# FPE Stab Lok panels



## nap (Dec 26, 2007)

FPE panels make a fair paper weight, pretty good door stop, and really good trash can filler.


----------



## HighWirey (Sep 17, 2007)

K&R said:


> Ok I am planning on bidding a commercial job which has a FPE Stab Lok panel. I have never liked the panel design. I have seen alot of the breakers get loose over time and start arcing. I am thinking of adding in a new 200A panel into the estimate and explaining why I did this.

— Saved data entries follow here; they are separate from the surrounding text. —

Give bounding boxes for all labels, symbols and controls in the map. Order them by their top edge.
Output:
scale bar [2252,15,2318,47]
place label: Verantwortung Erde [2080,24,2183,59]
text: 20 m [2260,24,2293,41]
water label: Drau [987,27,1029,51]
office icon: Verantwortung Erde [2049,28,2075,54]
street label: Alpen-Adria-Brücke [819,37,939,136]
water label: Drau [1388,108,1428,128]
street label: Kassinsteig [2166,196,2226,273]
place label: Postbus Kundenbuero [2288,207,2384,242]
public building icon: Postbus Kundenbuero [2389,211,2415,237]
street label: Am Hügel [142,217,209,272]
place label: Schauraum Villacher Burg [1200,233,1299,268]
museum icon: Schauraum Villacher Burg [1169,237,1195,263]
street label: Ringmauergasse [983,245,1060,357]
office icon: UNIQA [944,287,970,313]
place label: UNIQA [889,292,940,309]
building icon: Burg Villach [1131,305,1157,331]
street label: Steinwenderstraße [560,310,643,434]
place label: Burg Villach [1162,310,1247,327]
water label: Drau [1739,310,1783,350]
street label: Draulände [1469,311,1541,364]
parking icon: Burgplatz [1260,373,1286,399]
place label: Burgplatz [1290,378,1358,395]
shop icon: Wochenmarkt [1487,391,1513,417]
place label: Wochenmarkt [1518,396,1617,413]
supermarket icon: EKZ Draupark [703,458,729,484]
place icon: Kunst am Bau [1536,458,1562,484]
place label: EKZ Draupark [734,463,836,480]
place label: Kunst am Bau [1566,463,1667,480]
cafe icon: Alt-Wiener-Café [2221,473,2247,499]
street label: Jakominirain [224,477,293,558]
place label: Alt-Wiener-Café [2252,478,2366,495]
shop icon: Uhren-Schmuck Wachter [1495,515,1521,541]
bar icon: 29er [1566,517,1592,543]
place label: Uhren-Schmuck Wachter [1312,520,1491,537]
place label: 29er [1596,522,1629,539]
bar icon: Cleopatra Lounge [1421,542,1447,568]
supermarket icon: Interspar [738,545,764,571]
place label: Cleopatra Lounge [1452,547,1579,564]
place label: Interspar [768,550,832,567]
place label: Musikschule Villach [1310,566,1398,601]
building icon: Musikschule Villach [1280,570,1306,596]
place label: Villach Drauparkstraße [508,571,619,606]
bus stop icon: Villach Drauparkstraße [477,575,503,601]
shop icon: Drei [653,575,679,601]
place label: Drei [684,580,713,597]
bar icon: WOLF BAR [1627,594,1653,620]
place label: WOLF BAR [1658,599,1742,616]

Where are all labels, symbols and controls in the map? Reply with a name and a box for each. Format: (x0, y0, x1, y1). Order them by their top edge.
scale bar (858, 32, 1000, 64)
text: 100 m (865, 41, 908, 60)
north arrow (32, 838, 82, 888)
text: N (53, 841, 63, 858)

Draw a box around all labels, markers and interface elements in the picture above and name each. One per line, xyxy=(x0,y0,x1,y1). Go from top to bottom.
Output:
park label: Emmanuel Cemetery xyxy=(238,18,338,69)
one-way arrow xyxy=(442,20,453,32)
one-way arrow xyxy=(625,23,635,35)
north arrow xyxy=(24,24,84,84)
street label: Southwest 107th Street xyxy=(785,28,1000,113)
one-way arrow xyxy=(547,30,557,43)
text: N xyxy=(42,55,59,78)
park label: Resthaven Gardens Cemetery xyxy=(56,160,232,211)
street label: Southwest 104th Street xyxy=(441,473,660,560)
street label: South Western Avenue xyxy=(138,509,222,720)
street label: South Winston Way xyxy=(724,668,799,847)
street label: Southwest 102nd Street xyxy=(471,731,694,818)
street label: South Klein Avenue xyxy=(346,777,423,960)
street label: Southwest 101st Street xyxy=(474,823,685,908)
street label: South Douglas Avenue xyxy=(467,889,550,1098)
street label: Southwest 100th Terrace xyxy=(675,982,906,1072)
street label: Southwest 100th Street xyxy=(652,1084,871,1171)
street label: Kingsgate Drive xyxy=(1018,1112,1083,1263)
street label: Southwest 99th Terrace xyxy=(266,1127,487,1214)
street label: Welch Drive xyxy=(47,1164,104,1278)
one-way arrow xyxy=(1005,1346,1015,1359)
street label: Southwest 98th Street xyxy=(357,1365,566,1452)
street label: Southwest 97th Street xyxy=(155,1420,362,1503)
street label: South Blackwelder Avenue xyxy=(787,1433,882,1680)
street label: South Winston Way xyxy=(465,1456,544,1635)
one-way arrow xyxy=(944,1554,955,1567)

How do you feel about the Stab Lok equipment?


I don't think what you like about FPE has anything to do with the prospective customers bid award.

I know if you insist on 'adding it in', with or without your explanation, _will not_ win you the bid.

Try a seperate line item adder to bid with your, with your very diplomatic explaination about your concerns. Good luck . . .

Best Wishes Everyone in 2008


----------



## BryanMD (Dec 31, 2007)

HighWirey said:


> Try a seperate line item adder to bid with your, with your very diplomatic explaination about your concerns.


Or an $X deduct to include the new panel 

Tell him: "I gotta allow that much for the pricey new breakers and all the aggravation and call backs I know I'll be up against if we are forced to keep the FP in place."


----------



## brian john (Mar 11, 2007)

The FPE Stab Locs never had an issue as long as they were never energized.

There are several explanations of FPE.

*F*ix* P*rior to *E*nergizing.


----------



## electricalperson (Jan 11, 2008)

fire prooved electrically


----------



## bobelectric (Feb 24, 2007)

F*****g poor equipment


----------



## JohnJ0906 (Jan 22, 2007)

K&R said:


> Ok I am planning on bidding a commercial job which has a FPE Stab Lok panel. I have never liked the panel design. I have seen alot of the breakers get loose over time and start arcing. I am thinking of adding in a new 200A panel into the estimate and explaining why I did this. How do you feel about the Stab Lok equipment?


Here is an article about FPE panels. Maybe give them a copy of this along with your estimate - 

http://www.snapdrive.net/files/507790/fpe.pdf


----------